*** Opening of MATERIAL TO PROCESS ***
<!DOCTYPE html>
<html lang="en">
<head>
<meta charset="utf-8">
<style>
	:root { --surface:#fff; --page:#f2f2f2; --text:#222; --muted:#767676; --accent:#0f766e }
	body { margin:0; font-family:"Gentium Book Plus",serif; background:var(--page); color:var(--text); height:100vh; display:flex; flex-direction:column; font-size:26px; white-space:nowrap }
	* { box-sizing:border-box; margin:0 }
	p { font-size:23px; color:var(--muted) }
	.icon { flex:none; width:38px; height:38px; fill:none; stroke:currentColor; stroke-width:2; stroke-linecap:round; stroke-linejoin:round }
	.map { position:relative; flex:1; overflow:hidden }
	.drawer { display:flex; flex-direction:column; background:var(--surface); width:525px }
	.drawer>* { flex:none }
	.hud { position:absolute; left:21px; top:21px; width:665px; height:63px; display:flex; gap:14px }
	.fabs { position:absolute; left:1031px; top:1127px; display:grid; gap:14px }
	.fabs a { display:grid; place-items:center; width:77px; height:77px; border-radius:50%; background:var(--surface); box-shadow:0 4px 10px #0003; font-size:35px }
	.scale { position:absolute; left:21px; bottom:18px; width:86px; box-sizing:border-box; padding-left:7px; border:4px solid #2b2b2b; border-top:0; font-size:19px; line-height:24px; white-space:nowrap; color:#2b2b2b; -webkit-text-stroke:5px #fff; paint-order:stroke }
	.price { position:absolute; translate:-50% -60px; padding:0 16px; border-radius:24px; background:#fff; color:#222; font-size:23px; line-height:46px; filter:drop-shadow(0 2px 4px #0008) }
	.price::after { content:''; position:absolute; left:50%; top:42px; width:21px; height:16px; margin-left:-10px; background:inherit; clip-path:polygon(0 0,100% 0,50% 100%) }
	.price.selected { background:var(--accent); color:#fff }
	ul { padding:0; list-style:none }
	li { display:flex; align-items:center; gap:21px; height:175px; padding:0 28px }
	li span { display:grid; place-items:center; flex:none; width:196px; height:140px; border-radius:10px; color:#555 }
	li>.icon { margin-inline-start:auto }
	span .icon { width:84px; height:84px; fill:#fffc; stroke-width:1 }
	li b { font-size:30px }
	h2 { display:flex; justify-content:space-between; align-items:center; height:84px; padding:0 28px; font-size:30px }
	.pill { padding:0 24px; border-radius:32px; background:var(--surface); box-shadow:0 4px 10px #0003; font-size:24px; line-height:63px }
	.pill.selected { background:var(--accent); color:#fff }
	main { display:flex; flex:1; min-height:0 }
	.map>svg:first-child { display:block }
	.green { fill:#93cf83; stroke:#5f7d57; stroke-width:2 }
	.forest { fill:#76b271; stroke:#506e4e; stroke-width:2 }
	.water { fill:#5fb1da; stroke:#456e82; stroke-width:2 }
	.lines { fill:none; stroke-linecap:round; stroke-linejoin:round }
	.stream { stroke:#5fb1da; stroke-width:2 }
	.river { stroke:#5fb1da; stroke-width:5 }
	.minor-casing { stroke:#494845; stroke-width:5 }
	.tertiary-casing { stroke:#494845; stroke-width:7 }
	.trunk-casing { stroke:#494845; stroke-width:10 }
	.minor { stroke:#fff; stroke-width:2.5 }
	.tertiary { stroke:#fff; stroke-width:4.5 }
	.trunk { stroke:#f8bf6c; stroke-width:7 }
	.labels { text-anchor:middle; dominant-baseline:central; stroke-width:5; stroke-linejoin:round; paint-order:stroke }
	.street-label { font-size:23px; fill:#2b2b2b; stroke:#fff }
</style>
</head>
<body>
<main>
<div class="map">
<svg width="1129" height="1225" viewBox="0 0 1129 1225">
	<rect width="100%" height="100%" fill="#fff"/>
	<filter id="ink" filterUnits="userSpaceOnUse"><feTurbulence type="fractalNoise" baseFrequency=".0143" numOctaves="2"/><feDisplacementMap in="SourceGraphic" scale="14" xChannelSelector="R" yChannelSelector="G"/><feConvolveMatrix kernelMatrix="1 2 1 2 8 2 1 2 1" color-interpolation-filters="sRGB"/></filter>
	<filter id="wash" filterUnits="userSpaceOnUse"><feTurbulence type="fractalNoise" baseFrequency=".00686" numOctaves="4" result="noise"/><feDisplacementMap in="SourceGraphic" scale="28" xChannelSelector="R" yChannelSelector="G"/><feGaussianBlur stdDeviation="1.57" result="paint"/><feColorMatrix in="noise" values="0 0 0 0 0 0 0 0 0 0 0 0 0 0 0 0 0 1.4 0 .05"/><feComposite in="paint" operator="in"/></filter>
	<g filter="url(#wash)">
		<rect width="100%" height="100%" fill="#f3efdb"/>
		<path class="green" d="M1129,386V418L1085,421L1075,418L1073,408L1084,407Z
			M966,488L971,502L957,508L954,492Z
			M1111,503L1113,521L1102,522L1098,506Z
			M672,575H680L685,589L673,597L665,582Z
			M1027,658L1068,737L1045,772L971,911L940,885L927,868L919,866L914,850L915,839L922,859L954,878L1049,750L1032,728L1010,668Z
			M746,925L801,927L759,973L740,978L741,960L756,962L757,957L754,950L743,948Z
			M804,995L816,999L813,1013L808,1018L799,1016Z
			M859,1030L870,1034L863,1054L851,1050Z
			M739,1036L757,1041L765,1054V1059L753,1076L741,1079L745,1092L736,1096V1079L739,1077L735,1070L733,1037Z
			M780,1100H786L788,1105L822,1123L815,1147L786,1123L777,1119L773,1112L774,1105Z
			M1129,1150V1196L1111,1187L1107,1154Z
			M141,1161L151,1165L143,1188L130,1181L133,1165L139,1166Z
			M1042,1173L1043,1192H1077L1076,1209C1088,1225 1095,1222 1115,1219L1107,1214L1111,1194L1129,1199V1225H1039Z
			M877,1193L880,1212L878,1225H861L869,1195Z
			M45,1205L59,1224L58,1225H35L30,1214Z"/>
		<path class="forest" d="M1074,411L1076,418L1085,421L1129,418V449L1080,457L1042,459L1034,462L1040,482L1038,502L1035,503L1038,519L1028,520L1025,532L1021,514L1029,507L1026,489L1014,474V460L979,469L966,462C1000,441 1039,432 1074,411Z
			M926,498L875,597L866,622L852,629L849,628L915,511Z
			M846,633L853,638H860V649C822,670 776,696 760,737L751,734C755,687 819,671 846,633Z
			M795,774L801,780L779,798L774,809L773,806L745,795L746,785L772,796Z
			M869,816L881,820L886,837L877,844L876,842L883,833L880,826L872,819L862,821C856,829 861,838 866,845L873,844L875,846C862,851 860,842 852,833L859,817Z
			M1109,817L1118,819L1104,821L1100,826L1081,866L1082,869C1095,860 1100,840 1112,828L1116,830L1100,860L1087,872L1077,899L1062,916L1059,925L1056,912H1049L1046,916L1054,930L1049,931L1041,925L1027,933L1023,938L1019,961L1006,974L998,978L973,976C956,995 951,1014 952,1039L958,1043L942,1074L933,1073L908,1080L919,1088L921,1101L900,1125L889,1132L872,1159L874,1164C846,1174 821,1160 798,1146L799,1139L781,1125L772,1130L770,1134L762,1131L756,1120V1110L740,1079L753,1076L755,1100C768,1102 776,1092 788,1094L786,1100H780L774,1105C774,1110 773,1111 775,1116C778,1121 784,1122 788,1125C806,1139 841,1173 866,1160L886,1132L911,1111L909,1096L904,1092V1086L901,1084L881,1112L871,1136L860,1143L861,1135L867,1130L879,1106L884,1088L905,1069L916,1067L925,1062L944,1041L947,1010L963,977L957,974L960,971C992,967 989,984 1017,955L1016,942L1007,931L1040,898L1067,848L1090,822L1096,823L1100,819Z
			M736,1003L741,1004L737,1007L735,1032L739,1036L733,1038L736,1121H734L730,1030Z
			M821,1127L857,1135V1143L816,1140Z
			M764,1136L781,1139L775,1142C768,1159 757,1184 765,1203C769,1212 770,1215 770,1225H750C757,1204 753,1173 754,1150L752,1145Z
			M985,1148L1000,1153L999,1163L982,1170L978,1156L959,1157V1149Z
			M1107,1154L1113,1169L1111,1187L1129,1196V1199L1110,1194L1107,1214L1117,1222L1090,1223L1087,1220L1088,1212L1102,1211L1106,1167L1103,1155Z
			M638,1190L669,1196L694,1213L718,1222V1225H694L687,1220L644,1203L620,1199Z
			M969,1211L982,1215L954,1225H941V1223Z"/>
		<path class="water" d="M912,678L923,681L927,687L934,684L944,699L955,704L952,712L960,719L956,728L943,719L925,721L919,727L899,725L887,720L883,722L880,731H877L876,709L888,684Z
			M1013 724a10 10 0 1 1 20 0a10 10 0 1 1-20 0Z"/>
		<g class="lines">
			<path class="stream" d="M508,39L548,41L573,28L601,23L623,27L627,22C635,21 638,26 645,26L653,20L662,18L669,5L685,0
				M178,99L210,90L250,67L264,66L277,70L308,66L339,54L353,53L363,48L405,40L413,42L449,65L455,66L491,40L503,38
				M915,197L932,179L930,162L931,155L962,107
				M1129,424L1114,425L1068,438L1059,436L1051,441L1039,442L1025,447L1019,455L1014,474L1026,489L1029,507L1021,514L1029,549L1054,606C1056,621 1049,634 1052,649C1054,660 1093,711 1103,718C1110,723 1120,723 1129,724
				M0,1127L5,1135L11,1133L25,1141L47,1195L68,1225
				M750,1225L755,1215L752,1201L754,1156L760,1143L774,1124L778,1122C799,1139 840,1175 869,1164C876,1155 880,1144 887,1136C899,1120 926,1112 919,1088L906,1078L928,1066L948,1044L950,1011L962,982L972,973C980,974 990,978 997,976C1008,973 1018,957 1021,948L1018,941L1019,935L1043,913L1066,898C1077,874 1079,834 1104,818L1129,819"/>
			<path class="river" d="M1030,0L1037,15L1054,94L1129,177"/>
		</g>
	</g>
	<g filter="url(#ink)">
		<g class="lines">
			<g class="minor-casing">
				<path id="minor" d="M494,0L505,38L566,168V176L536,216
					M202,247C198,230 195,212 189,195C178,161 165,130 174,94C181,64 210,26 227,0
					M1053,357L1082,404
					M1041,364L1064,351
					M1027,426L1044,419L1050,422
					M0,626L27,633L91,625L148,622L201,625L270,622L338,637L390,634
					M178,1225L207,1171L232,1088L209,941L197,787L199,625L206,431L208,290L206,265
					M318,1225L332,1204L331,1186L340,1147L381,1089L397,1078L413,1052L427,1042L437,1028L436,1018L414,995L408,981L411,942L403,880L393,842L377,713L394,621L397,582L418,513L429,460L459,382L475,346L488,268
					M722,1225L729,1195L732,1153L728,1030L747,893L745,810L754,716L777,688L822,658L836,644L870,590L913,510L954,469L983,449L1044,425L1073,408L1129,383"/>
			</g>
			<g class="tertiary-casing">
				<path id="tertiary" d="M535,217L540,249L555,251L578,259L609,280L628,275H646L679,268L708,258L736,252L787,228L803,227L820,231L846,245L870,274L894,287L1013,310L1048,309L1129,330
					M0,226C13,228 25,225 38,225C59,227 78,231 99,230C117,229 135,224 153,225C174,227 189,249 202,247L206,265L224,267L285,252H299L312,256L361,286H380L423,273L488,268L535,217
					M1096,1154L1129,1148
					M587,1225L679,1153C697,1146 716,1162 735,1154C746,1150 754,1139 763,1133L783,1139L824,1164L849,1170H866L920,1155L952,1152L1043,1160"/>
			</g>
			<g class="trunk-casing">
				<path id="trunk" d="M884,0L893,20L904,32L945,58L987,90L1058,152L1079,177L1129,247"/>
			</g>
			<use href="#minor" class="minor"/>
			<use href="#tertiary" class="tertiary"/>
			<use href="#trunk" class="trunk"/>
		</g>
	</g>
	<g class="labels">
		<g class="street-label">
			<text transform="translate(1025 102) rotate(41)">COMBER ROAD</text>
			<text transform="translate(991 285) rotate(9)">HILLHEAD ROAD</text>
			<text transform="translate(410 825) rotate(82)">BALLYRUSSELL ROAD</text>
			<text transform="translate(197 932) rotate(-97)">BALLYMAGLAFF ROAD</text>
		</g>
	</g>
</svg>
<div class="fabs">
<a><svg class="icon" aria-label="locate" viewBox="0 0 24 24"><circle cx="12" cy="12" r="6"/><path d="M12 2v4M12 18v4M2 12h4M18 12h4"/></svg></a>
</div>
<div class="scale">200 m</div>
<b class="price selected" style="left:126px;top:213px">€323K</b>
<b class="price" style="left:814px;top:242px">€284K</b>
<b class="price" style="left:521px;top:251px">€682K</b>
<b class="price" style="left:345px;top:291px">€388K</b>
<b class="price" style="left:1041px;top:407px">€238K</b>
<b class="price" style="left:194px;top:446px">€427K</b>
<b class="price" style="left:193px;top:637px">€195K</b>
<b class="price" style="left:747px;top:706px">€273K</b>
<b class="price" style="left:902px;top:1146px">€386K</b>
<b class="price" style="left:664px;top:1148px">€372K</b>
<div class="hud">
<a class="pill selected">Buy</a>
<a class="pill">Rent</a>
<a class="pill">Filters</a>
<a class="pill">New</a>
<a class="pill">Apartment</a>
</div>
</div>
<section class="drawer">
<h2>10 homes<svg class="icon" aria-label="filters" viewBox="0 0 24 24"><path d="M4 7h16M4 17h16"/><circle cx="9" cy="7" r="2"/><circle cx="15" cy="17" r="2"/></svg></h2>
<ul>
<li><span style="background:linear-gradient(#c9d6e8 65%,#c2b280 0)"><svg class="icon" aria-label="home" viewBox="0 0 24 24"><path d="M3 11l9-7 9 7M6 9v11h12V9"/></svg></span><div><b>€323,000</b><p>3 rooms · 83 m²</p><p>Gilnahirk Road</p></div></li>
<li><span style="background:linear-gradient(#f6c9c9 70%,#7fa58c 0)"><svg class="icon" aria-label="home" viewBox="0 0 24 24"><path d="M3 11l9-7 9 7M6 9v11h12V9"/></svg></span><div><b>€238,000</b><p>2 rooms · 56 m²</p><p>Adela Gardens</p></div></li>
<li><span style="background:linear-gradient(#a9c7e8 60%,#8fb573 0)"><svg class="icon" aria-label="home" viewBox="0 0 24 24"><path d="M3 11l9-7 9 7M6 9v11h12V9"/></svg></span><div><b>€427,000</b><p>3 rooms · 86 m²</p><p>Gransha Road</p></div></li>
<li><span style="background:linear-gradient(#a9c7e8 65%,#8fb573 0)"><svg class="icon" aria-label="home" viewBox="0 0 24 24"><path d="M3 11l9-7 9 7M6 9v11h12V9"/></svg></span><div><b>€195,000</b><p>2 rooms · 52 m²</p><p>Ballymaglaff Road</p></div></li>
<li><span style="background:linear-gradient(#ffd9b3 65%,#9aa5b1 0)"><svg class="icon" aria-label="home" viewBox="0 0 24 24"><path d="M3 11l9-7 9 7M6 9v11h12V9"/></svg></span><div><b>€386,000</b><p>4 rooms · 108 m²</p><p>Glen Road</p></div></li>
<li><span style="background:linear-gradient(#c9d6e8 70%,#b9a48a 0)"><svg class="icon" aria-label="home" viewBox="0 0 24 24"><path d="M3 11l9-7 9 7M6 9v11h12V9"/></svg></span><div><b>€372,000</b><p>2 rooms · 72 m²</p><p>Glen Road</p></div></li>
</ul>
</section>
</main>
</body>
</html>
*** Close of MATERIAL TO PROCESS ***
### WORK TO COMPLETE
Set the entries down again exactly, beginning with their first line and ending with the line that contains "position:absolute; left:1031px; top:1127px;"; omit all other lines.

### WRITTEN RESPONSE
<!DOCTYPE html>
<html lang="en">
<head>
<meta charset="utf-8">
<style>
	:root { --surface:#fff; --page:#f2f2f2; --text:#222; --muted:#767676; --accent:#0f766e }
	body { margin:0; font-family:"Gentium Book Plus",serif; background:var(--page); color:var(--text); height:100vh; display:flex; flex-direction:column; font-size:26px; white-space:nowrap }
	* { box-sizing:border-box; margin:0 }
	p { font-size:23px; color:var(--muted) }
	.icon { flex:none; width:38px; height:38px; fill:none; stroke:currentColor; stroke-width:2; stroke-linecap:round; stroke-linejoin:round }
	.map { position:relative; flex:1; overflow:hidden }
	.drawer { display:flex; flex-direction:column; background:var(--surface); width:525px }
	.drawer>* { flex:none }
	.hud { position:absolute; left:21px; top:21px; width:665px; height:63px; display:flex; gap:14px }
	.fabs { position:absolute; left:1031px; top:1127px; display:grid; gap:14px }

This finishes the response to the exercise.